Jestem dzieckiem ekranu dotykowego
Debiutancki tom wierszy Sary Akram fascynuje mnie na kilku płaszczyznach. Poczynając od tytułu, intrygująco niejasnego. karm: Rozkaz karmienia? Dopełniacz liczby mnogiej wyrazu „karma” (w znaczeniu przyczyna)? Generalnie nie przepadam za sztuką, która zmusza do szperania po leksykonach i encyklopediach, stokroć wolę przezroczyste środki ekspresji, ale też sam fakt, że w utworach roi się od wyrazów i wyrażeń rzadkich, nowych bądź używanych jedynie w pewnych zamkniętych środowiskach, sugerować może jakąś nową falę poezji. Nie tylko w kontekście polskim. Już bitnicy epatowali mową undergroundu – bliższą skowytowi. Zburzyli tym samym solidne ściany, w jakich zamykała się kultura. Dali usłyszeć to, że kultura zagdakiwała właśnie skowyt. Ten zaś był. Tkwił wcale nie na zewnątrz.
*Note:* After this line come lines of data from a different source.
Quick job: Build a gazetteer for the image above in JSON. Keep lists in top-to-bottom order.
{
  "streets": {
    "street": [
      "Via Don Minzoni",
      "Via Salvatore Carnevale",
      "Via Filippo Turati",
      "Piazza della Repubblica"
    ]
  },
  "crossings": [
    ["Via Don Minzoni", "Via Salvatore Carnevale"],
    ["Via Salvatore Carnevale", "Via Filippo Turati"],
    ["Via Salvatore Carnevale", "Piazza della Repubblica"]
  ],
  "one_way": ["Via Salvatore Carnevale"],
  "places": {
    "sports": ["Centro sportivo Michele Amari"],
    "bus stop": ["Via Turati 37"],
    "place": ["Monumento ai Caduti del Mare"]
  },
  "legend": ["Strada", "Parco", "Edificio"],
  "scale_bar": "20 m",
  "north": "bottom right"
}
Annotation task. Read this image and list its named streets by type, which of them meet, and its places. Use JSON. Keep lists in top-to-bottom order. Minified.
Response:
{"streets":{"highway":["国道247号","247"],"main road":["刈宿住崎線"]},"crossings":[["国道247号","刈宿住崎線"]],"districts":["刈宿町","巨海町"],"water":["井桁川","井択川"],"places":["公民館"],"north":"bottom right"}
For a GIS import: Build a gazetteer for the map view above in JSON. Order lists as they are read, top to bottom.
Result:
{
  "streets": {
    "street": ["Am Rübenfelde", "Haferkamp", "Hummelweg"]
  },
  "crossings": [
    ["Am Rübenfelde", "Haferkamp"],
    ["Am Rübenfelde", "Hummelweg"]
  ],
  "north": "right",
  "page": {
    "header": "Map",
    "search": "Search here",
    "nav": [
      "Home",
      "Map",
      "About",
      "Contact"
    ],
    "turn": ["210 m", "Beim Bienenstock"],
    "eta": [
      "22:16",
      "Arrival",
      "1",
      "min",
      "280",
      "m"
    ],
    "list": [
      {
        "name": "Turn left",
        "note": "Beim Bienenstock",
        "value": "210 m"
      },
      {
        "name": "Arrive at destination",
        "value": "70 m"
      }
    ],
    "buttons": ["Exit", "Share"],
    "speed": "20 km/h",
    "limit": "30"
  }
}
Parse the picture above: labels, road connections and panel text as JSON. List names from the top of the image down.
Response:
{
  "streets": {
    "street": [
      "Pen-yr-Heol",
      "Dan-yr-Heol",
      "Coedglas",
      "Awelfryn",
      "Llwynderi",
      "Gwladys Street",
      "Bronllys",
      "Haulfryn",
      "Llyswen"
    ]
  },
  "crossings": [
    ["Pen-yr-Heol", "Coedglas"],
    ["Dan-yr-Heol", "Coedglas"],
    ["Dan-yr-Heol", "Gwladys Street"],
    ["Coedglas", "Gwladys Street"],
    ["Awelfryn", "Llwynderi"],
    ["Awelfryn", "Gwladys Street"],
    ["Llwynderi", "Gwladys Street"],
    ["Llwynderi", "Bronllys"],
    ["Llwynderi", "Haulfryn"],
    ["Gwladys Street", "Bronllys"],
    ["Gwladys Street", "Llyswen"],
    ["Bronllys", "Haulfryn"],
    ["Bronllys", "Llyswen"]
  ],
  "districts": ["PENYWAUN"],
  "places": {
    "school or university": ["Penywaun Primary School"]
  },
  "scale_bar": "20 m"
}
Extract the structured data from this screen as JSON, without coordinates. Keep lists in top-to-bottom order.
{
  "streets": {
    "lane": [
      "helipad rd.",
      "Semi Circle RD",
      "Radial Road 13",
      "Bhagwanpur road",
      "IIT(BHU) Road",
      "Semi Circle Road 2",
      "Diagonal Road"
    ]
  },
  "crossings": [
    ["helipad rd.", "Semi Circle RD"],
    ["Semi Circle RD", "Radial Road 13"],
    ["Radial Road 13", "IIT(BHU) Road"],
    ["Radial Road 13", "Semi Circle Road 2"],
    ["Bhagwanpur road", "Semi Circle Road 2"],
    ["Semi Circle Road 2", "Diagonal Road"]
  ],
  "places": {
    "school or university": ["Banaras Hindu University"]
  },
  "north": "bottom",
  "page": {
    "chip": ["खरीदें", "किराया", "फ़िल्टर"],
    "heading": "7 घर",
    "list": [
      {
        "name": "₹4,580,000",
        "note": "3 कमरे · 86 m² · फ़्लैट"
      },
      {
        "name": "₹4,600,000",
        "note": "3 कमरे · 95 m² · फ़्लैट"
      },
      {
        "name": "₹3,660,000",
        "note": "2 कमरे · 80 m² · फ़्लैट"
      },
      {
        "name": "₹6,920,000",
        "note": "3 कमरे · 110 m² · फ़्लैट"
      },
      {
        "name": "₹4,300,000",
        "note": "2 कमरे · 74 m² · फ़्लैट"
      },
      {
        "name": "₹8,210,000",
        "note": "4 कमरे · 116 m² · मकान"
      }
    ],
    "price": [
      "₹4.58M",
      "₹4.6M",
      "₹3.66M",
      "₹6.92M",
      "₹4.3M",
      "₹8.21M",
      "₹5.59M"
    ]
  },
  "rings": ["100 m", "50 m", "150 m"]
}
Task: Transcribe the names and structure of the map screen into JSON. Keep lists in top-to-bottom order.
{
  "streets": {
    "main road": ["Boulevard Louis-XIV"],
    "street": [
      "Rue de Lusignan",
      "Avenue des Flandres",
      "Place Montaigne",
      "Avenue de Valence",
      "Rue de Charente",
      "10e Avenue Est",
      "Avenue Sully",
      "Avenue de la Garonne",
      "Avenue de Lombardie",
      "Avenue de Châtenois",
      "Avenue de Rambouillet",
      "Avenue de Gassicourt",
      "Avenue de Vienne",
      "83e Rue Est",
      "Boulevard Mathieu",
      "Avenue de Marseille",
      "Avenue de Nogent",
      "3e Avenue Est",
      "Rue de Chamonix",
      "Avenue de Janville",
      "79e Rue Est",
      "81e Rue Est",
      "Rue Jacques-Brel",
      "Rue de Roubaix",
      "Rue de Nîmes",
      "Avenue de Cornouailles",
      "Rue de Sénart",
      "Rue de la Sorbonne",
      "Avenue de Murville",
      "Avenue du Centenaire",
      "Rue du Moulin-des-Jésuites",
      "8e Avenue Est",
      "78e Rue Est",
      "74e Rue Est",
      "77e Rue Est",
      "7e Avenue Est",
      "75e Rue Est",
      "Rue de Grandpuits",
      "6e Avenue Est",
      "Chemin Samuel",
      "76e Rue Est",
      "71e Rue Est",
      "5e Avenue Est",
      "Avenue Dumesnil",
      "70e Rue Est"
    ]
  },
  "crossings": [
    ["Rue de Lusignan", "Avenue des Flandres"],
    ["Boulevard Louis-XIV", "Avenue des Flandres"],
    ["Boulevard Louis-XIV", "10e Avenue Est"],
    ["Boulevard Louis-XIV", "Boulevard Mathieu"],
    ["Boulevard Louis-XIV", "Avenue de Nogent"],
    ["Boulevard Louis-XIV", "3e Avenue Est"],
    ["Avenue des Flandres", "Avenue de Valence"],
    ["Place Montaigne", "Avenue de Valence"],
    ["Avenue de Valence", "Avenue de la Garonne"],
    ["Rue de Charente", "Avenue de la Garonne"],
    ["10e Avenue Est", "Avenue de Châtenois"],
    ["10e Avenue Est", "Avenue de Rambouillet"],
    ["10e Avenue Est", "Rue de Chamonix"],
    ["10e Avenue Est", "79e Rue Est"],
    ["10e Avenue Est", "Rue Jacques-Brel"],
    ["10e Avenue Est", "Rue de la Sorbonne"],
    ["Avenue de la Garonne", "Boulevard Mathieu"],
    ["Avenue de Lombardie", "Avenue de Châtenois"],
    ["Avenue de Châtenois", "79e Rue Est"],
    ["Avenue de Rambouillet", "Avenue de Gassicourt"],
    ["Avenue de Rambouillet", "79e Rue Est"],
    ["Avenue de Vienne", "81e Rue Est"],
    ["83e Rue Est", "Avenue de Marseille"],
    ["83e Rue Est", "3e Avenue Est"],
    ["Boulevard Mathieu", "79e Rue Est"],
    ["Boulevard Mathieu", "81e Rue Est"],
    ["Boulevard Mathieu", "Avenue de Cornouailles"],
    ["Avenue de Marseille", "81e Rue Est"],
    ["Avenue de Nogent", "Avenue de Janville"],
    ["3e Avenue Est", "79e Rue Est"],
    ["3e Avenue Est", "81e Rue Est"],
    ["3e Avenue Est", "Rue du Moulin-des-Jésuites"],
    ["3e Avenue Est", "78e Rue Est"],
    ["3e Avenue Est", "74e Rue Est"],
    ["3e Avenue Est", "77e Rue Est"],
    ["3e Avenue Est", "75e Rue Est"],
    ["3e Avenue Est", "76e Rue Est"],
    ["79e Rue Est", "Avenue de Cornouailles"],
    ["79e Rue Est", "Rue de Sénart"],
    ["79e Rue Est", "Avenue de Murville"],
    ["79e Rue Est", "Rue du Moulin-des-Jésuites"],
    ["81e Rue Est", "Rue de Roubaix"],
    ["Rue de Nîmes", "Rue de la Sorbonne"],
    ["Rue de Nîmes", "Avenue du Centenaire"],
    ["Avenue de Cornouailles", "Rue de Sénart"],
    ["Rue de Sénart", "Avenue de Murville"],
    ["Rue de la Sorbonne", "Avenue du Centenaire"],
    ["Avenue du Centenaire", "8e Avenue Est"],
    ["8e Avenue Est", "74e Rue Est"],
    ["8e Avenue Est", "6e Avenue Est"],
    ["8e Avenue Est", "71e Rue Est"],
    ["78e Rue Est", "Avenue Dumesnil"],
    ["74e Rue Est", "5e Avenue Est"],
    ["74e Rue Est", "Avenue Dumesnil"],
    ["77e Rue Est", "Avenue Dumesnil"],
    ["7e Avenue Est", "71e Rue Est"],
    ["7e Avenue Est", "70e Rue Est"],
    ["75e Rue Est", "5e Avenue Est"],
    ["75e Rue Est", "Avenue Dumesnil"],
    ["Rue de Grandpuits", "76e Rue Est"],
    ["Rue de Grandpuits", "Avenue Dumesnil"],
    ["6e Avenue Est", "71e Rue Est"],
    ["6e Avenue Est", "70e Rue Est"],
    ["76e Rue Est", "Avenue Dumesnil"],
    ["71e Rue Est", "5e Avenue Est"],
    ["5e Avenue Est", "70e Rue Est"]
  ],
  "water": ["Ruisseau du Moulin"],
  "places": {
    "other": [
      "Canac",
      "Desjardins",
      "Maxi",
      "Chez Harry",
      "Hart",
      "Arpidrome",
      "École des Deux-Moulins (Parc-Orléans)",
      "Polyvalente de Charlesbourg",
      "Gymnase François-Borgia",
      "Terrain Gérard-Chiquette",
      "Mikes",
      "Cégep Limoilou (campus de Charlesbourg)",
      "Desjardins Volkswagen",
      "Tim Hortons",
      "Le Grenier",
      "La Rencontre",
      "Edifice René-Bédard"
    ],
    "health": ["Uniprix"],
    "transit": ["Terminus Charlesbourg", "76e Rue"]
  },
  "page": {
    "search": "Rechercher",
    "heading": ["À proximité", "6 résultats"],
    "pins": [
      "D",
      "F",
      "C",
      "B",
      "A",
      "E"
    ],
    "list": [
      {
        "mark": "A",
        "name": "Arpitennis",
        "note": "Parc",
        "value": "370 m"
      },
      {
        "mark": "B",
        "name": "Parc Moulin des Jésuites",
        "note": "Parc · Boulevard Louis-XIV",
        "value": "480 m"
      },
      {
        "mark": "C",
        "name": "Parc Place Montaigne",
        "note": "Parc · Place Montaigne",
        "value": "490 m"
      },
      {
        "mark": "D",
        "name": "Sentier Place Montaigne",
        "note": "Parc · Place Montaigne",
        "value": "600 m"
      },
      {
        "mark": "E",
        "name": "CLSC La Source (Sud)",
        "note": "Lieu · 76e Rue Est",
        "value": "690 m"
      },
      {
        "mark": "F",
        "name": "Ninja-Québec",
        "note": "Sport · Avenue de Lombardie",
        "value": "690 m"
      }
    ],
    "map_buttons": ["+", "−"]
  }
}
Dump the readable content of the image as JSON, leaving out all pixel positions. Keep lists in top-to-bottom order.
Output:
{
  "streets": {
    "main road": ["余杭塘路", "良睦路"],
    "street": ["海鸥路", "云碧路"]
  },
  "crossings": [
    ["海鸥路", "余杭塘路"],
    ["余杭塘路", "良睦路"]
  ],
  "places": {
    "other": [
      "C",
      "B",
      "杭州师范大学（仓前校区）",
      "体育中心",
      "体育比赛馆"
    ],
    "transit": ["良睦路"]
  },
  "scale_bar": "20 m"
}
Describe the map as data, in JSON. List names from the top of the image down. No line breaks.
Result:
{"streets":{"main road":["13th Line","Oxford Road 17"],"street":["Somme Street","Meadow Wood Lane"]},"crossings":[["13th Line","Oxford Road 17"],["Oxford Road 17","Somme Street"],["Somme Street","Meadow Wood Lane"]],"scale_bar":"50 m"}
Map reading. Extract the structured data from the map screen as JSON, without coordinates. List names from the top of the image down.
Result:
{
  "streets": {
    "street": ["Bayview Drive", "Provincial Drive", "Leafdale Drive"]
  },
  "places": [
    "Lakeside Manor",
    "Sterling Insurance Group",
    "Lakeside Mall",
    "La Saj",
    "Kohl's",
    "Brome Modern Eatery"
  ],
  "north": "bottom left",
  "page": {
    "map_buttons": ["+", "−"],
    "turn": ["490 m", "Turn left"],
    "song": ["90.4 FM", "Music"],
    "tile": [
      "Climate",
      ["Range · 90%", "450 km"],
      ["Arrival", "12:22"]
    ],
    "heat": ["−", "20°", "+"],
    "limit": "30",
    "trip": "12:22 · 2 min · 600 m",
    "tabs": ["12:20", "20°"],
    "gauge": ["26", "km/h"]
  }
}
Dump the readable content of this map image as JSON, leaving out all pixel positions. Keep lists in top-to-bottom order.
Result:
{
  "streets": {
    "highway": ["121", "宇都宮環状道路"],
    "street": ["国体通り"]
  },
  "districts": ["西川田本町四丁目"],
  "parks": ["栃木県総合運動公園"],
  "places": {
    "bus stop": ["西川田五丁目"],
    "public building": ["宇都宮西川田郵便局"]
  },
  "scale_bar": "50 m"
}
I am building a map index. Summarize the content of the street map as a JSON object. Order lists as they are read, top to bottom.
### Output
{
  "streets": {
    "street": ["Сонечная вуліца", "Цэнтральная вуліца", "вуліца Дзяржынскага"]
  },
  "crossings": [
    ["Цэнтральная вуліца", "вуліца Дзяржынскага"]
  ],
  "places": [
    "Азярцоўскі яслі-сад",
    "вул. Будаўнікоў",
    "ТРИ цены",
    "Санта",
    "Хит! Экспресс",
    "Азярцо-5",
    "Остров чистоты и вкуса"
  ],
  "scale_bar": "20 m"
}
W przypadku karm: Sary Akram ważna wydaje mi się sama w sobie gra językową ekskluzywnością. Gra – czyli odmiana zabawy, coś z pogranicza prawa i logiki oraz uwolnienia od szablonu – może ekskluzywnością samą w sobie. Po części ze świadomością, że następuje coś z wymiany jednego szablonu na inny. Kluczowa jest tu inność. Motywuje do przyglądania się znaczeniom każdego elementu języka, który też jest zresztą rodzajem gry i manipulacji, naszą odpowiedzią na bodźce. Język powstał dla manipulacji. Tak więc przykładowy czasownik u Sary Akram – „prototypować”. Co? – „kaskady”. Z samej definicji prototypu – że to „pierwotne, najwcześniejsze urządzenie, obwód lub program”, a „służy jako wzorzec doświadczalny, odtwarzający pełny zakres funkcjonalny wyrobu” i „jest charakterystyczny dla produkcji seryjnej i masowej” – da się wyodrębnić słowa-sygnały: „pierwotność”, „doświadczenie”, „pełny zakres” oraz „produkcja”, „masowość” i „seryjność”. Nadają one zjawisku industrializacji rys odwieczności, archetypowości. A temu, co „onego czasu”, nadają posmak masowej tandety. Ta poezja buduje cegiełka po cegiełce coś w rodzaju materii absurdu. Nie jest jednak konceptualna. Przeciwnie, to jakaś hiperrealistyczna notacja stanu rzeczy. Świat „normalnego języka” po prostu stał się absurdalny.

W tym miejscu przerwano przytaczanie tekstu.